Standards work is AI work.
Enough preamble. To give a brief outline: I’m going to start with a brief introduction to what I’m talking about when I say ‘data standards’, before turning to look at the twin ideas of data ecosystems and data infrastructures. We’ll then touch on the important role of data institutions, before asking why we often struggle to build open infrastructures for data.
An introduction to standards
Each line in the image above is a date. In fact – they are all the same date. Or, at least, they could be.
Whilst you might be able to conclusively work out most of them are the same date, and we could even write computer rules to convert them, because the way we write dates in the world is so varied, some remain ambiguous.

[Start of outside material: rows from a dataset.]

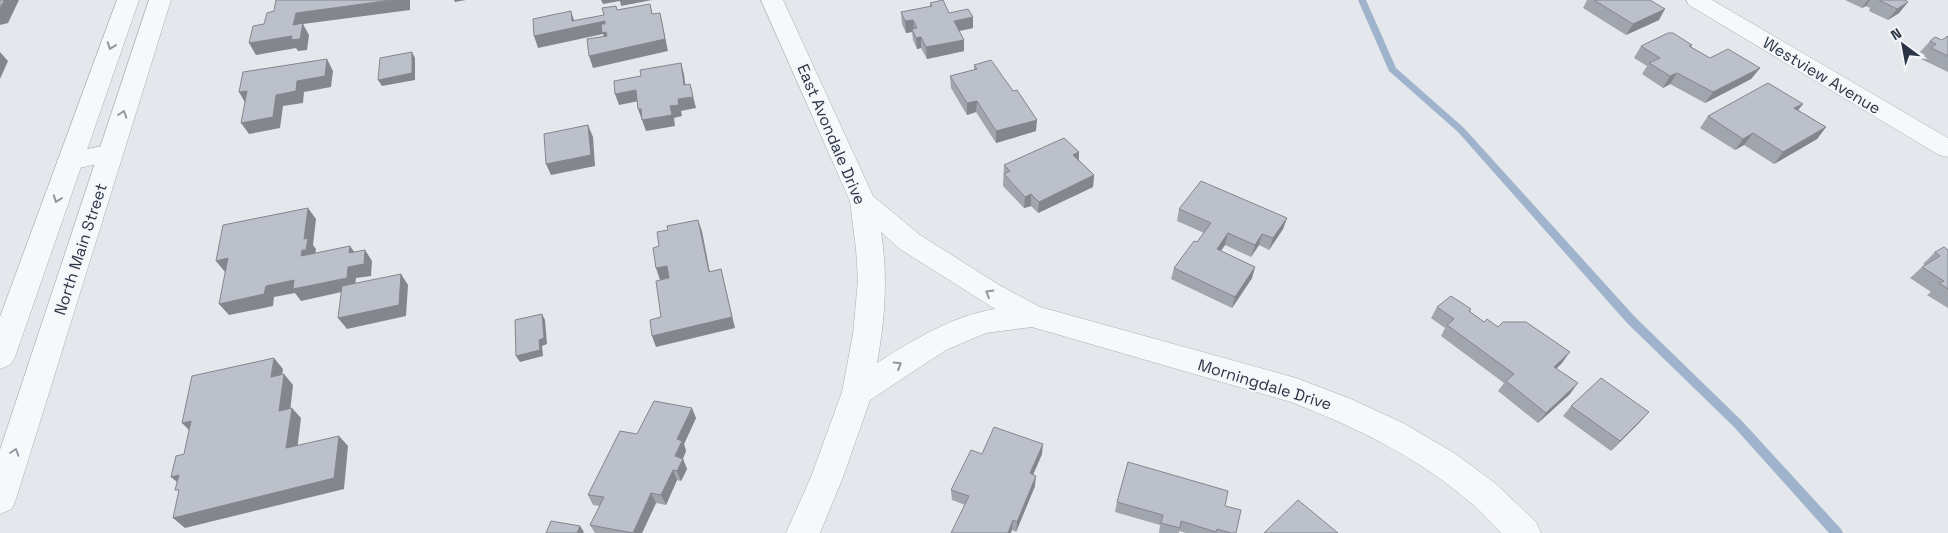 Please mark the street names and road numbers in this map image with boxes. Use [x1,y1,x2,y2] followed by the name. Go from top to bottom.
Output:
[1759,32,1885,119] street label: Westview Avenue
[792,61,871,208] street label: East Avondale Drive
[49,180,112,318] street label: North Main Street
[1195,354,1334,415] street label: Morningdale Drive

Fortunately, this is (more or less) a solved problem. We have the ISO8601 standard for representing dates. Generally, developers present ‘ISO Dates’ in a string like this:
This has some useful properties. You can use simple sorting to get things in date order, you can include the time or leave it out, you can provide timezone offsets for different countries, and so-on.
If everyone exchanging date converts their dates into this standard form, the risk of confusion is reduced, and a lot less time has to be spent cleaning up the data for analysis.
It’s also a good example of a building block of standardisation for a few other reasons:
- The ISO in the name stands for ‘International Organization for Standardization’: the vast international governance and maintenance effort behind this apparently simple standard, which was first released in 1988, and last revised just two years ago.
- The ‘8601’ is the standard number. There are a lot of standards (though not all ISO standards are data standards)
- Uses of this one standard relies on lots of other standards: such as the way the individual numbers and characters are encoded when sent over the Internet or other media, and even standards for the reliable measurement of time itself.
- And, like many standards, ISO 8601 is, in practice, rarely fully implemented. For example, whilst developers talk of using the ISO standard, what they actually rely on is from RFC3339, which leaves out lots of things in the ISO standard such as imprecise dates. As a rule of thumb: people copy implementations rather than read specifications.
ISO8601 is called an Interchange standard– that is, most systems don’t internally store data in ISO8601 when they want to process it, and it’s a cumbersome form that makes everyone write out the date in ISO format, instead – the standard sits in the middle – limiting the need to understand the specific quirks of each origin of data, and allowing receivers to streamline the import of data into their own models and methods.
And to introduce the first critical issue of standardisation – as actually implemented – it constrains what can be expressed: sometimes for good, and sometimes problematically.
For example, RFC3339 omits imprecise dates. That is, if you know that something happened in October 2021, but not which date – your data will fail validation if you leave out the day. So to exchange data using the standard you are forced to make up a day – often 1st of the month. A paper form would have no such constraint: users would just leave the ‘day’ box blank. The impact may be nothing, or, if you are trying to exchange data from certain places where, for legacy reasons, the day of the month of an event is not easily known – that data could end up distorting later analysis.
So – even these small building blocks of standardisation can have significant uses – and significant implications. But, when we think of standardisation in, for example, a data project to better understand supply chains, we might also be considering standards at the level of schema- the agreed way to combine lots of small atoms of data to build up a picture of some actions or phenomena we care about.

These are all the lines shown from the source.